Steve Mirsky does a little Darwin Quote Mining reversal exercise in a recent post called "Never You Mine: Ben Stein's Selective Quoting of Darwin:"
One of the many egregious moments in the new Ben Stein anti-evolution film "Expelled" is the truncation of a quote from Charles Darwin so that it makes him appear to give philosophical ammunition to the Nazis. Steve Mirsky reports.
Steve rightly corrects stein, but does not put the quote mining in sufficiently broad context. So I do:
The original text from Darwin that Stein refers to in Expelled! expresses Darwin's ambivalence about the social sensitivities one might dervive from the application of his own theories of Natural Selection to the human condition, and about his own wonderment about and respect for human altruism.
With savages, the weak in body or mind are soon eliminated. We civilized men, on the other hand, do our utmost to check the process of elimination. We build asylums for the imbecile, the maimed and the sick. Thus the weak members of civilized societies propagate their kind. No one who has attended to the breeding of domestic animals will doubt that this must be highly injurious to the race of man. Hardly anyone is so ignorant as to allow his worst animals to breed.

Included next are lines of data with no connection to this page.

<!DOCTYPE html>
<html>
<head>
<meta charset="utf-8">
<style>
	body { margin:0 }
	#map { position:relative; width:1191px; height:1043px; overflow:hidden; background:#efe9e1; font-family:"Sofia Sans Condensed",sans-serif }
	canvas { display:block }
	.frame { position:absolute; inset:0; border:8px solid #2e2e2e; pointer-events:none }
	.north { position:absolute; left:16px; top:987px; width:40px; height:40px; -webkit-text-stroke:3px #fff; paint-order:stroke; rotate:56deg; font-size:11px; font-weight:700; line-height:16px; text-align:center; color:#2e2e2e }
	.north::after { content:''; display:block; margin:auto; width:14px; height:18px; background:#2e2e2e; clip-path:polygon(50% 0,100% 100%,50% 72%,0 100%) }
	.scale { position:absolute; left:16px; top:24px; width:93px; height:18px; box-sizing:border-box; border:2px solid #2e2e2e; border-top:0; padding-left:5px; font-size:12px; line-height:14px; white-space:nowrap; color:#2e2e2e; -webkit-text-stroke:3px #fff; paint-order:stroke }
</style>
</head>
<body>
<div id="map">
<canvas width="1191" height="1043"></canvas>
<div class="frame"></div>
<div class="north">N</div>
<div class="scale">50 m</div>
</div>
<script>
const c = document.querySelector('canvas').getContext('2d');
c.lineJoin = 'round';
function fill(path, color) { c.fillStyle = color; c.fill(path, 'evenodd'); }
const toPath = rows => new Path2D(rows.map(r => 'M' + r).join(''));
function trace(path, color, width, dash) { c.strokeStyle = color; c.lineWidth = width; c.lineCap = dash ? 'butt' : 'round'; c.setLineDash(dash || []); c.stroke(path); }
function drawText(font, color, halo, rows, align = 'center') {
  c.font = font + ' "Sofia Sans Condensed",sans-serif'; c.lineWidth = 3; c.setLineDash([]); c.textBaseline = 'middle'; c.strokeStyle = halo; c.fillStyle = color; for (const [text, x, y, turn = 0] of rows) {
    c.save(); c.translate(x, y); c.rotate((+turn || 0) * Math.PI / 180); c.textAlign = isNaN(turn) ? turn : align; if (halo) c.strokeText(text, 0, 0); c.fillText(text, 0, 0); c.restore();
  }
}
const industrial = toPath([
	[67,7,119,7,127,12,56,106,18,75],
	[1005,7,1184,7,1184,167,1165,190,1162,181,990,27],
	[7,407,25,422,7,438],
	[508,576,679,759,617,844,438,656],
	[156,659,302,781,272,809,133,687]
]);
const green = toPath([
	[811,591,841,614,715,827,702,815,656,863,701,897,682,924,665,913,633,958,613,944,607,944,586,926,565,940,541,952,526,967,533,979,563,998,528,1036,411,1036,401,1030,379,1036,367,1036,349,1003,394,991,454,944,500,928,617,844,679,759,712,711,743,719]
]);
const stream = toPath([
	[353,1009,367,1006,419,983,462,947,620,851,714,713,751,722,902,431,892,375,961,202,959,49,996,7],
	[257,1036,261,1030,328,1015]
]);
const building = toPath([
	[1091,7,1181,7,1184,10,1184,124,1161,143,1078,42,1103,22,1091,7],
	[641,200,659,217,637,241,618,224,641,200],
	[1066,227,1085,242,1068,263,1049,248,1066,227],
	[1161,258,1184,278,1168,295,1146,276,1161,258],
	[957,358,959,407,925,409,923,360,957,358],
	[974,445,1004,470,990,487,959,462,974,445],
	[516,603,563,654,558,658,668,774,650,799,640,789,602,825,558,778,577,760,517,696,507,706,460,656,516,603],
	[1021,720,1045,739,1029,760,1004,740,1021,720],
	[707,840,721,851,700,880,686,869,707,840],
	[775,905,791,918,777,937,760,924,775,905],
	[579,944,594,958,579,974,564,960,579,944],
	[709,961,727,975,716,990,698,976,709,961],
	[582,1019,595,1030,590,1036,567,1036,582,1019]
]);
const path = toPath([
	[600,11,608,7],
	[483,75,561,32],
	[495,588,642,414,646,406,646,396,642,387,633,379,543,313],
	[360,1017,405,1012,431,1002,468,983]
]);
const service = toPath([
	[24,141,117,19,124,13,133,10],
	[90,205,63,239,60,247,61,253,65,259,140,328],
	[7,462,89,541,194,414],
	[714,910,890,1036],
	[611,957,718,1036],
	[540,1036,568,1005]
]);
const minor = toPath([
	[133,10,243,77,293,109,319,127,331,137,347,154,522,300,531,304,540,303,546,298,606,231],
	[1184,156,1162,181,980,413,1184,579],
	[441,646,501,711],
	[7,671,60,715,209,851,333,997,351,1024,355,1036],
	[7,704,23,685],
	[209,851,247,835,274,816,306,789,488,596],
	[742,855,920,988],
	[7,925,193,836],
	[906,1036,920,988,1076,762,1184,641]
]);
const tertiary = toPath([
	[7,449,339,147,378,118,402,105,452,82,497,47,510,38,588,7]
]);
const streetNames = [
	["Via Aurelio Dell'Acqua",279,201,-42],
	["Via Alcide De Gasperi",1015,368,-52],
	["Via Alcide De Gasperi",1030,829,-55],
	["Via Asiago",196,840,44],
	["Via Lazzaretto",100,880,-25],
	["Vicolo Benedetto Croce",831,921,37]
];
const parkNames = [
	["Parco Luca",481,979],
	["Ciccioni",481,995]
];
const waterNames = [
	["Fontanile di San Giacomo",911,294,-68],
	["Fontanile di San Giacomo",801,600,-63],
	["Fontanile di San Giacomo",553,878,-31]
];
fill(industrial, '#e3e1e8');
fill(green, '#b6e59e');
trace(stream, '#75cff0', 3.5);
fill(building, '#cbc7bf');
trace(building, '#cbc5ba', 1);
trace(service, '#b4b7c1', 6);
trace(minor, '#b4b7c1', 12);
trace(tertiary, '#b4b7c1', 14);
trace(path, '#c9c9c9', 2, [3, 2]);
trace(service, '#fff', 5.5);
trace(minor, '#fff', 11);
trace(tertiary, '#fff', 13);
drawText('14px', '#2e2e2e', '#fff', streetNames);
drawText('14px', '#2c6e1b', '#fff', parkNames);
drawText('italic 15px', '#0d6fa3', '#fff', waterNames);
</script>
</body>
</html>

The aid which we feel impelled to give to the helpless is mainly an incidental result of the instinct of sympathy, which was originally acquired as part of the social instincts, but subsequently rendered, in the manner previously indicated, more tender and more widely diffused. Nor could we check our sympathy, even at the urging of hard reason, without deterioration in the noblest part of our nature. The surgeon may harden himself whilst performing an operation, for he knows that he is acting for the good of his patient; but if we were intentionally to neglect the weak and helpless, it could only be for a contingent benefit, with an overwhelming present evil.
In the movie, Stein quotes only the first part of this (With savages ... through ... animals to breed...)
This contrast is actually part of a long series of contrasts and ironies that Darwin cites by which one thing causes what looks like a culling of those with some undesirable characteristic, while another thing causes the opposite. This is embedded in his Chapter 5 of the Descent of Man, in which Darwin outlines Wallace's supposition that the evolution of the human intellect (which provides humans with the capacity to make tools, clothing, fire, etc.) separates humans from the forces of natural selection. Darwin is not so sure. He cites numerous ways in which selection, one way or another, could have an effect on human populations.
Darwin contrasts "pre civilization" humans with technologically modern humans and cites the differences that may apply, thus foreshadowing later 20th century research from evolutionary psychology on the meaning of the "environment of evolutionary adaptiveness." He also asks if it is the case that human society has always "advanced" (by some standards held by Victorian English Gentlemen) or if there have been reversals. He cites evidence of both and concludes that it is a happier thought that the former would be true. Obviously he was wrong about that supposition, but on the other hand, one can sense the irony in his statement.
In short, Darwin was writing as a Victorian with almost no evidence that could be made sense of, or at best, very culturally bound and highly in accurate models, of human prehistory, the relationship between genes and intelligence and other behavioral traits, and so on. He was speculating, asking questions, meandering through a series of suppositions.
He was not promoting eugenics.
The larger irony is that the camp ... the elitist political and social club ... that Ben Stein comes from and panders to is the same group in modern America that insists that there are genetic determinants of things like morality and intelligence, or attitudes towards breeding, and so on, that are reliably predicted by recognizing a person's skin color. I'm not saying that Ben Stein, American economists, fundamentalist Christian, and former Nixon speech writer is a racist.
But I'd bet money on it.
Source of quote:
Darwin, C. R. 1882. The descent of man, and selection in relation to sex. London: John Murray. 2nd edition, fifteenth thousand.
Ben Stein is a fundamentalist Christian?
Ben Stein is a fundamentalist Christian?
No. Ben Stein is a fundamentalist Turd Brain.
I can't believe how shamelessly and egregiously IDiots quote mine. And then they get mad at atheists for taking the bible "out of context."
I just wonder if John C. West was involved in that particular quote mine. He uses the same argument and quote from Descent of Man in his Eugenics talks, and from the website "Darwin Day in American" (no link supplied intentionally) in his upcoming book Darwin Day in America.
Anyway, the whole argument represents what amounts to an ad hominem attack; the fact that a theory has been misused does not disprove it, of course. I suspect Stein thinks we should judge ideas based on whether he deems them good or bad for society, rather than true or false. Ironically, again, this is a common attitude among authoritarians, like Nazis.
To concur with what uncle noel says above: the whole "leads to Nazism" trope is ridiculous as a means of discrediting natural selection as a mechanism. It's roughly like saying that nuclear physics must be incorrect because it led to The Bomb.